# About this exercise
Lines that contain the string "canvas" are the ones to list; copy all of them from the records.

[Collected data]

Start of Block

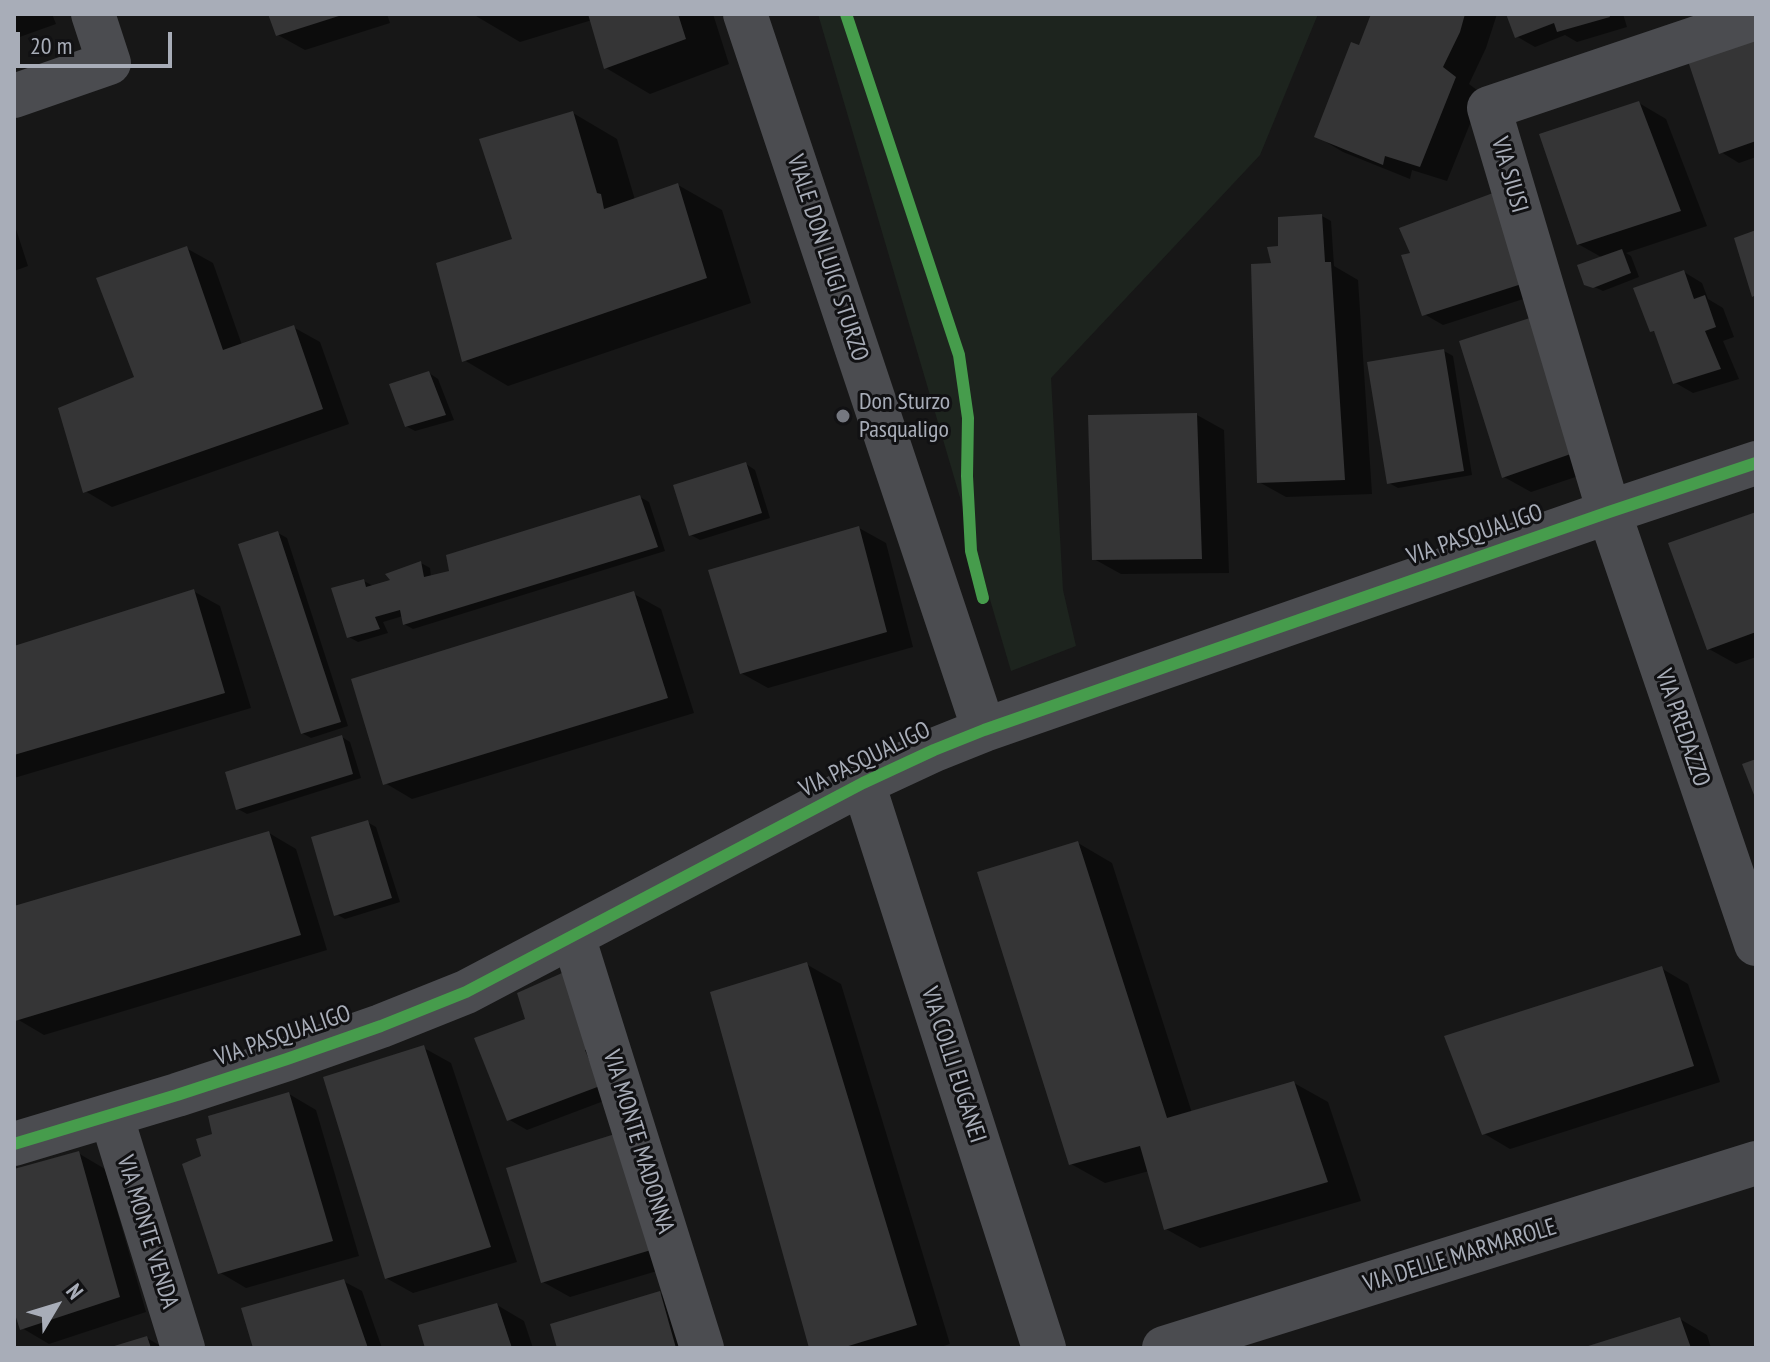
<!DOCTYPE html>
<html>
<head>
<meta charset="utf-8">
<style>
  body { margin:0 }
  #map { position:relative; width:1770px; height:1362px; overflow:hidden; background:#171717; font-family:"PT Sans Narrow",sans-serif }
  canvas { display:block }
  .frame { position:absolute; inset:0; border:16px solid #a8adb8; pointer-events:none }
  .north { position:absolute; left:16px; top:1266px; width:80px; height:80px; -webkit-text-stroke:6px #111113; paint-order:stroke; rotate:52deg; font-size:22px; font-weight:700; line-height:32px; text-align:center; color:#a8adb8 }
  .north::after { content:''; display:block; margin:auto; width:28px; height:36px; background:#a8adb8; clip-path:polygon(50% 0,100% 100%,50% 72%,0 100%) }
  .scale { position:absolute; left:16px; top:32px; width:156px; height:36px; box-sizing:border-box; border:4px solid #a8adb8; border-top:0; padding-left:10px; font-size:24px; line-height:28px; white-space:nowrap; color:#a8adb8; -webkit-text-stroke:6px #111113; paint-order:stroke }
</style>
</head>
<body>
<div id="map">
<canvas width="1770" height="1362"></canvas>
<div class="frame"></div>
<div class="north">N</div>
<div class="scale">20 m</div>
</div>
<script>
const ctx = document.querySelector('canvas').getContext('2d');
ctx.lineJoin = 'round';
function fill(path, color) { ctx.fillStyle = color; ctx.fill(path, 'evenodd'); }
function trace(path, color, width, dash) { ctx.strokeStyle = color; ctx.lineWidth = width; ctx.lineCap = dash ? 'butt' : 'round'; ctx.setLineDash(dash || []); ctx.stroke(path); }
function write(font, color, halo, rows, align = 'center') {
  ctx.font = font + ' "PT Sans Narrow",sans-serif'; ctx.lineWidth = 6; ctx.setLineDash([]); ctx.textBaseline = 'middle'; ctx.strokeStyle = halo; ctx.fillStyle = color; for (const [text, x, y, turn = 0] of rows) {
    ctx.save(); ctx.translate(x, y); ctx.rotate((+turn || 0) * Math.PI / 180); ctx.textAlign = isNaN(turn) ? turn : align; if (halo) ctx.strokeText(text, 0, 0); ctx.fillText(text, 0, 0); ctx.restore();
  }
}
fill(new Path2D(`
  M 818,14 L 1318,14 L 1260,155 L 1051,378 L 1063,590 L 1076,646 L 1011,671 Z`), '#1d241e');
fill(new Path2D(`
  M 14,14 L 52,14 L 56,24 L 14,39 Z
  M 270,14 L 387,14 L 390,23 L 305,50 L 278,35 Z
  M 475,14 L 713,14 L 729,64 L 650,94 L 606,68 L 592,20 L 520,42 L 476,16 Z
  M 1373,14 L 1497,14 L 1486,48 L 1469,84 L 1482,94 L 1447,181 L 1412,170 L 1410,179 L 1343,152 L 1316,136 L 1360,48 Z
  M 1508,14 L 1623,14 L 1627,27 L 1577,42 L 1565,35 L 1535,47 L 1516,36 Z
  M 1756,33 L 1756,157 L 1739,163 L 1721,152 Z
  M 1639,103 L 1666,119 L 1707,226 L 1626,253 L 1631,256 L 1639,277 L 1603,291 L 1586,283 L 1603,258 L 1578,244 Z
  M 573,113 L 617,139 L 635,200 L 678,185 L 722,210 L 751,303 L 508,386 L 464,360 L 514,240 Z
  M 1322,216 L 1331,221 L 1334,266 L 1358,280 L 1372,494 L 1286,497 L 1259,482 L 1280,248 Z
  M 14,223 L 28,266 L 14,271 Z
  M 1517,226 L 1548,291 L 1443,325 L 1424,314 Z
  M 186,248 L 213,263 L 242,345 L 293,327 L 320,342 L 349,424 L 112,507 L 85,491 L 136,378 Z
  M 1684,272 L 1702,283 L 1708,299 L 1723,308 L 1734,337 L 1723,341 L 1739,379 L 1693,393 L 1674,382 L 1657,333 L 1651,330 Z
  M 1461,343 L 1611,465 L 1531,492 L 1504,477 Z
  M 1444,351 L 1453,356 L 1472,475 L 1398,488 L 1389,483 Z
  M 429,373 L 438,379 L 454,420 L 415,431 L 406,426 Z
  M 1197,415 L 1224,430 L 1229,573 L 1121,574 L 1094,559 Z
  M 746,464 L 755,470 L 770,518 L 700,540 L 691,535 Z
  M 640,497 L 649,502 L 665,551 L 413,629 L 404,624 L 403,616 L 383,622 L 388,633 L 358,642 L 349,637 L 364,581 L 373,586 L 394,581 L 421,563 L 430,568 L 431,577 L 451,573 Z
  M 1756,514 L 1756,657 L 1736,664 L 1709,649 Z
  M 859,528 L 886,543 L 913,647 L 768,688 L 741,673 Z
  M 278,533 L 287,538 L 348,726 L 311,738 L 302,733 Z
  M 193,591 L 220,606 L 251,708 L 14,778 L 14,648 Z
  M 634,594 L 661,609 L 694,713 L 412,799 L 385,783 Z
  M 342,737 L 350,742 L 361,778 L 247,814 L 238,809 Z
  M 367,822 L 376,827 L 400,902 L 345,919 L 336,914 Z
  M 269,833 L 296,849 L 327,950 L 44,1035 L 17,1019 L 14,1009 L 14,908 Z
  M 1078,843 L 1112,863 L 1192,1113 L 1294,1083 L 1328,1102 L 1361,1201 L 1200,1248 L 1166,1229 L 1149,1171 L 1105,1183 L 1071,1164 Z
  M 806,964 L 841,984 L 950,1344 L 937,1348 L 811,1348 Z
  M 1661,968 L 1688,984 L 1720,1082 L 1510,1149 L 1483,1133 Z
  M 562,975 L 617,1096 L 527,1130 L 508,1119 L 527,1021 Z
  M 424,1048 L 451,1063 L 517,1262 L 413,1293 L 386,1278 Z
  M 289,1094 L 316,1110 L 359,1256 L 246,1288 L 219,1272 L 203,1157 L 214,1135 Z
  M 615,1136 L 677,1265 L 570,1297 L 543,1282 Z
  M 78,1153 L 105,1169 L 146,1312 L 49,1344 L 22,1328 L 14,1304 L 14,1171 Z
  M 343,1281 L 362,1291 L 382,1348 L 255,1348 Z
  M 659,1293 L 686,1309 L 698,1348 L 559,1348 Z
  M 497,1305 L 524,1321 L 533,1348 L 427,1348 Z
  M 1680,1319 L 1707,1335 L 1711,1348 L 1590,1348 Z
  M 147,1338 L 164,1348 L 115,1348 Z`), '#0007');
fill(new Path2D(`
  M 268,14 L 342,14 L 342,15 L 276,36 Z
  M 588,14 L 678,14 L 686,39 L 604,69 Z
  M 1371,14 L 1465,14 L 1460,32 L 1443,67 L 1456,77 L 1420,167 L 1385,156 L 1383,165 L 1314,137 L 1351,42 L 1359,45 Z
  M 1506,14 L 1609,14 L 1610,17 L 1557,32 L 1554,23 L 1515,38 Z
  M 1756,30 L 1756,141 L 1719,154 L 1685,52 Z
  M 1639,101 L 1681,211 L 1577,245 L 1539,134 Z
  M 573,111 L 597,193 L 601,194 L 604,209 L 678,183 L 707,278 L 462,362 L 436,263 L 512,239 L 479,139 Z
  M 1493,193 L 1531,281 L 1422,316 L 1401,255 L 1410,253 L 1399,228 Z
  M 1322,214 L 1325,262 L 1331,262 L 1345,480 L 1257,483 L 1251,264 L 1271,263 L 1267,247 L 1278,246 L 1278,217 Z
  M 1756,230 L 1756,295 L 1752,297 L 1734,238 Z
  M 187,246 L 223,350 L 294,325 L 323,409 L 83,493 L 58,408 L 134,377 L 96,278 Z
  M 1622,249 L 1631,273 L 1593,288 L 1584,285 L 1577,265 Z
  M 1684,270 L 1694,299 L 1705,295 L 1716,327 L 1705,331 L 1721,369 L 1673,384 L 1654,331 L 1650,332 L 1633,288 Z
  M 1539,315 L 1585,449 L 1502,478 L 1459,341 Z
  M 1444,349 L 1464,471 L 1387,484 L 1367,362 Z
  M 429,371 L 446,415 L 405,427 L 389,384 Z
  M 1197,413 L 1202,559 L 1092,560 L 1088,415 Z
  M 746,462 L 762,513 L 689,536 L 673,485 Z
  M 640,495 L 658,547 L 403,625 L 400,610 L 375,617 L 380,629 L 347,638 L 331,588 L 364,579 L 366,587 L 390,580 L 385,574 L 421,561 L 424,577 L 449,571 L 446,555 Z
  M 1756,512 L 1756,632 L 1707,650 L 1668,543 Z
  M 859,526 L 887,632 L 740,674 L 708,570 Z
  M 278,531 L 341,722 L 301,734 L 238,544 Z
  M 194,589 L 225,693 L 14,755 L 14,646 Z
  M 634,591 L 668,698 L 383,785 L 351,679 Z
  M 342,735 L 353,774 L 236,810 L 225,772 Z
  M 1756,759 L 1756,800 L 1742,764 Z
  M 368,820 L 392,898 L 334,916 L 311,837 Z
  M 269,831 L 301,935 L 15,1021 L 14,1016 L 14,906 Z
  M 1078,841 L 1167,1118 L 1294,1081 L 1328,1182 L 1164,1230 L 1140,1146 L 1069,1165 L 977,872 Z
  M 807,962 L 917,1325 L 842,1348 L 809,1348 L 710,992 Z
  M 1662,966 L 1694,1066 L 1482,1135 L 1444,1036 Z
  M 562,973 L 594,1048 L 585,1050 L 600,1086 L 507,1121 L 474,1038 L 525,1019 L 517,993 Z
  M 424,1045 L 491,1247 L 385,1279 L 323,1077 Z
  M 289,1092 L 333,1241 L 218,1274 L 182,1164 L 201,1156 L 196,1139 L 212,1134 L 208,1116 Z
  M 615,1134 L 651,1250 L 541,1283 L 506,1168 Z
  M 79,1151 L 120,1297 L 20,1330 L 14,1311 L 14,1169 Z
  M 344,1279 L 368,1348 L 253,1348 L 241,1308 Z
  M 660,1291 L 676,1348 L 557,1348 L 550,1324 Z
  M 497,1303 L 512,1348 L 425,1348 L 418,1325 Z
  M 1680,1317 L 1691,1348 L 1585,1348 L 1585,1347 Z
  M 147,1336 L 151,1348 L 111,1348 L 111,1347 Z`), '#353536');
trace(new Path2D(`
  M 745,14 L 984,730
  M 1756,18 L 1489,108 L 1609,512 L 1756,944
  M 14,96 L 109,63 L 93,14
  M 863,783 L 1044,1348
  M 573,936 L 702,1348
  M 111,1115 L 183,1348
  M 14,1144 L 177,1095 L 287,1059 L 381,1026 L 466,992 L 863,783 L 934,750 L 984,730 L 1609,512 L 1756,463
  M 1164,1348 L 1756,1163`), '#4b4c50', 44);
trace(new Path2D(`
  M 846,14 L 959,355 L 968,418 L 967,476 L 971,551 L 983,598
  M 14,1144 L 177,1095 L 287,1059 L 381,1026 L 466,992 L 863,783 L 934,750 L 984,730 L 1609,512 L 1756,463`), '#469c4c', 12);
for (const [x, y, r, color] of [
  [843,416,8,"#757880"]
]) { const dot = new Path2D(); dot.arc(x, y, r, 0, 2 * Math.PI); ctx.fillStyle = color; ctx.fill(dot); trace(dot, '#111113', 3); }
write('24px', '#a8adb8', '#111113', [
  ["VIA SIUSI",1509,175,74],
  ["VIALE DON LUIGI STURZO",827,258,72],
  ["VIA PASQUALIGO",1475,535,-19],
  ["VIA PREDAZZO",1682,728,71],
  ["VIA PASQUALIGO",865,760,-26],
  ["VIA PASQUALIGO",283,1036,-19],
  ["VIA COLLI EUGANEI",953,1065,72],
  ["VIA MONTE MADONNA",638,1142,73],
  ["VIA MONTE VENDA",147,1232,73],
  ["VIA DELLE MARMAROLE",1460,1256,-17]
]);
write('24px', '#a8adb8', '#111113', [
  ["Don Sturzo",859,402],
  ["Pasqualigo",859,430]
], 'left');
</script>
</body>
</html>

End of Block

# The completed task
  canvas { display:block }
<canvas width="1770" height="1362"></canvas>
const ctx = document.querySelector('canvas').getContext('2d');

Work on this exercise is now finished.